Saved entries
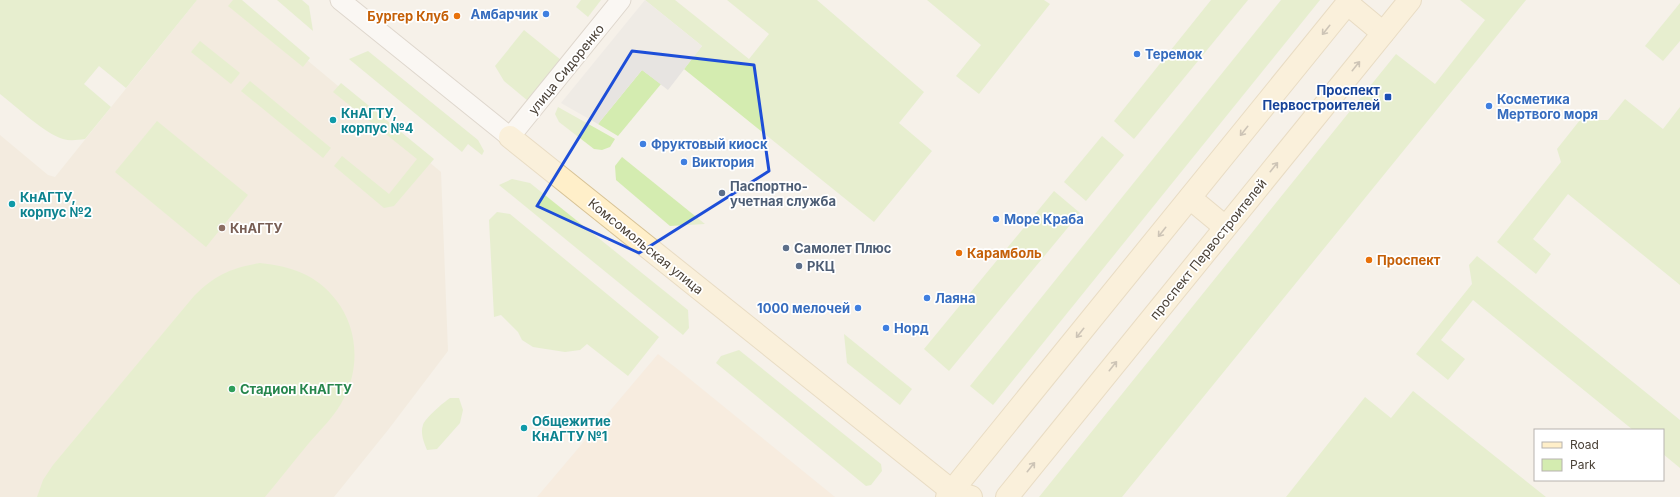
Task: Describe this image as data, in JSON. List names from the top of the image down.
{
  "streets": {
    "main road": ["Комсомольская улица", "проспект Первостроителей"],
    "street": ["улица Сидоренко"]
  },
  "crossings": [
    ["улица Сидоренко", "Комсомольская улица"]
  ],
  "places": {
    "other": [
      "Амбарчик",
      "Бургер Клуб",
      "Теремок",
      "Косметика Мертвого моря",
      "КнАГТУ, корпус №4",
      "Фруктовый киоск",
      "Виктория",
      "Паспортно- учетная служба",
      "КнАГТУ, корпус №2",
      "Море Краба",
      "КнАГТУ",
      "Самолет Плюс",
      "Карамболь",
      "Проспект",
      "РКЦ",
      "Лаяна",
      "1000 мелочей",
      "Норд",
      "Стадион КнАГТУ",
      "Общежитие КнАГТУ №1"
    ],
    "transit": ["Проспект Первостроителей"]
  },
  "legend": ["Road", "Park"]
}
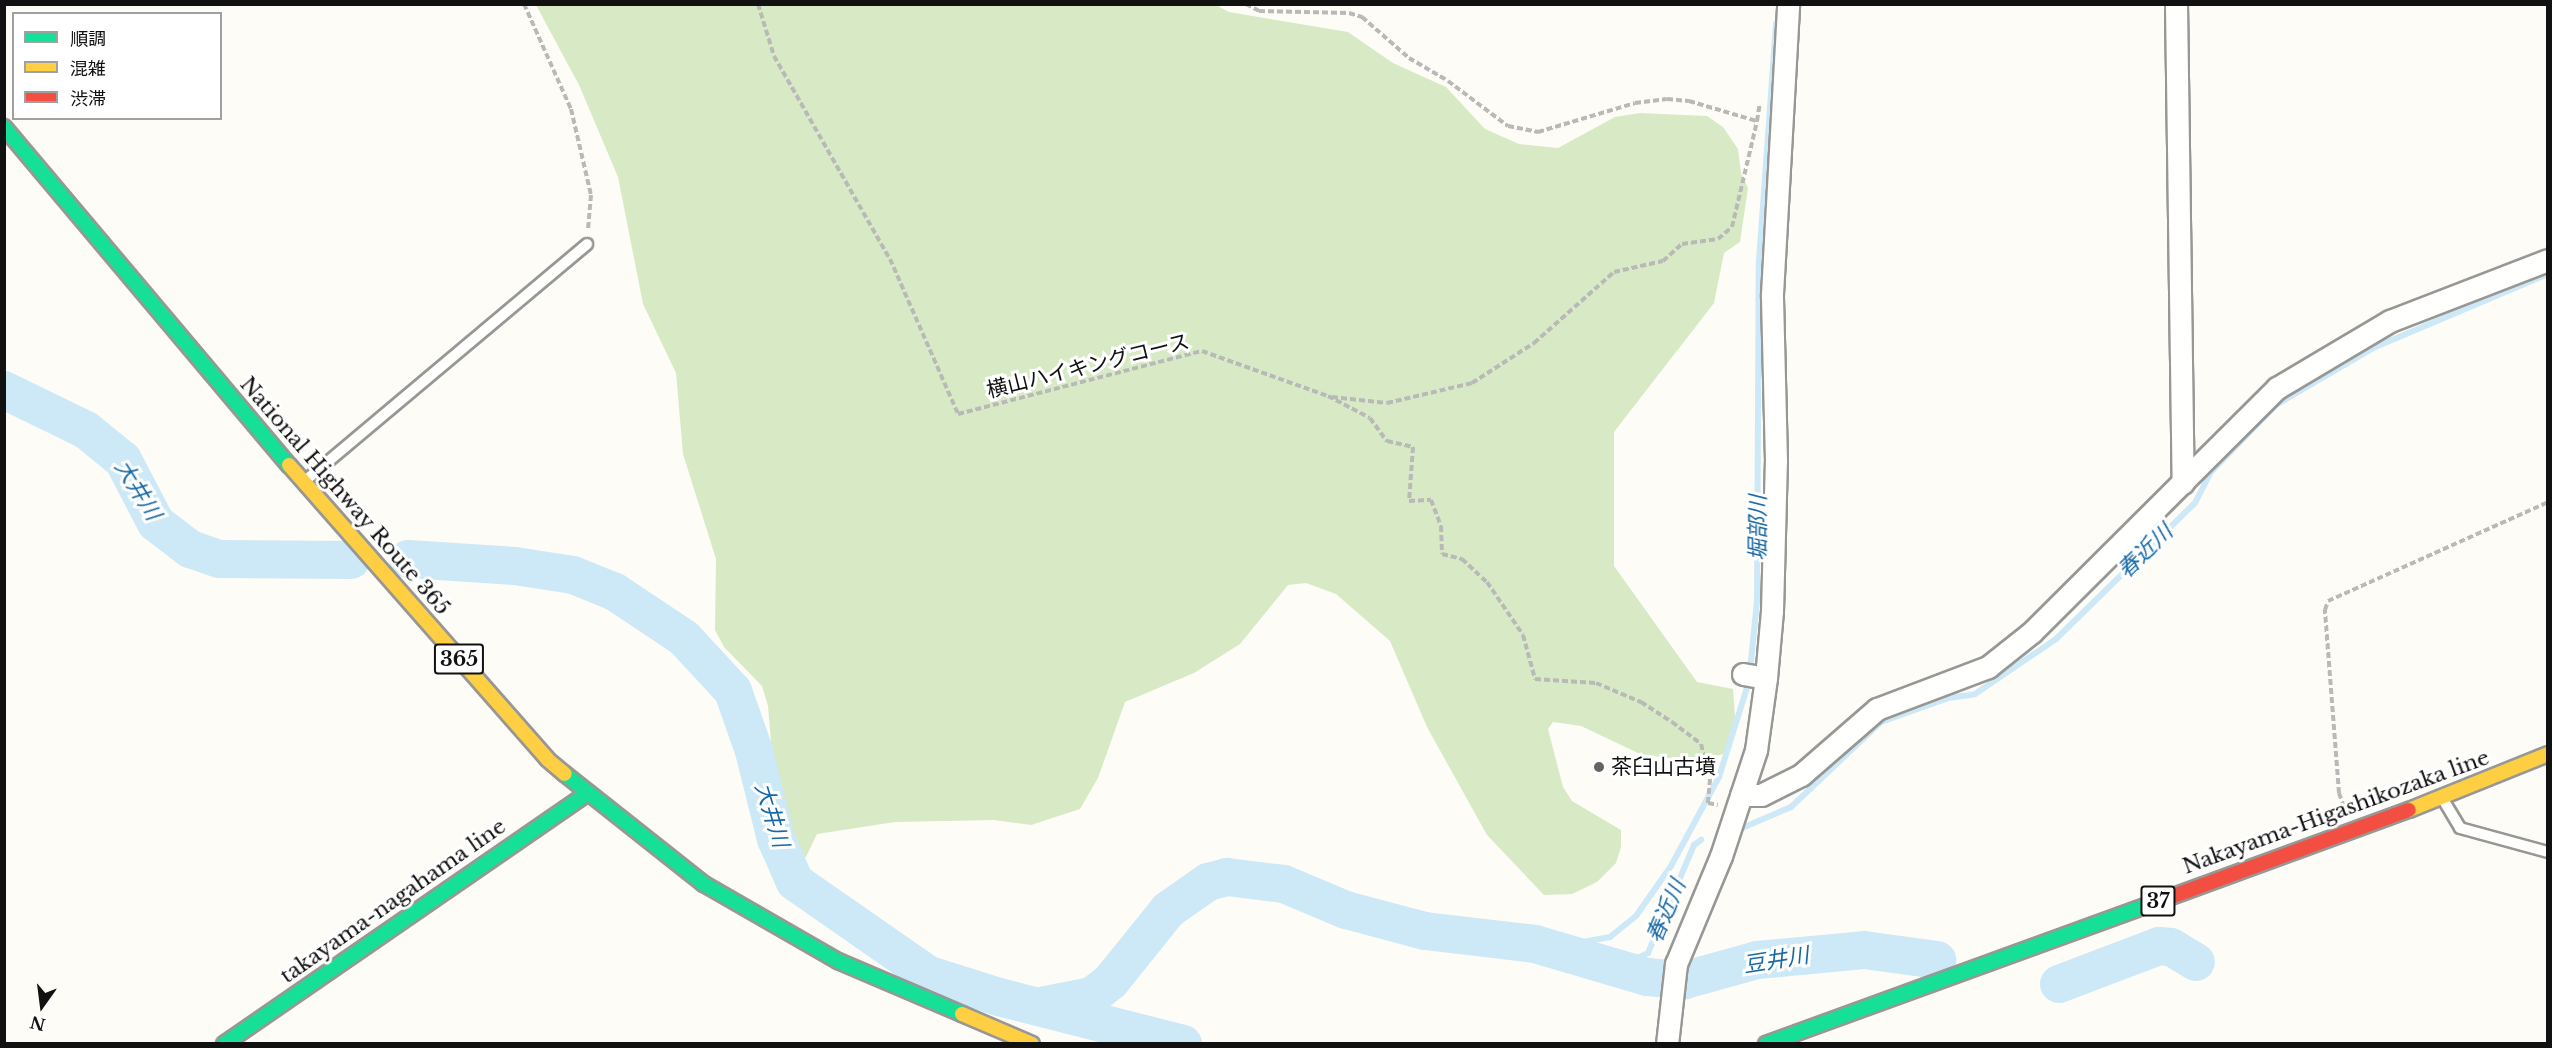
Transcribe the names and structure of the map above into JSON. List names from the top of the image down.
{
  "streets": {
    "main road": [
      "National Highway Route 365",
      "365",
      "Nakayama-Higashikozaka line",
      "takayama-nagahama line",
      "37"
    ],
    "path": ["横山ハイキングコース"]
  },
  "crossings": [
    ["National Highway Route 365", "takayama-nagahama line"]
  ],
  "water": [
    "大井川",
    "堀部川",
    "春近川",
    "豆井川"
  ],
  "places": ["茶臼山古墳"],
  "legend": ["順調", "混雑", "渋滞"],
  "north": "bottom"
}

▶ [Work to complete] Look through the entries above and copy each line that has "Первостроителей" in it.

▶ [Reply]
    "main road": ["Комсомольская улица", "проспект Первостроителей"],
    "transit": ["Проспект Первостроителей"]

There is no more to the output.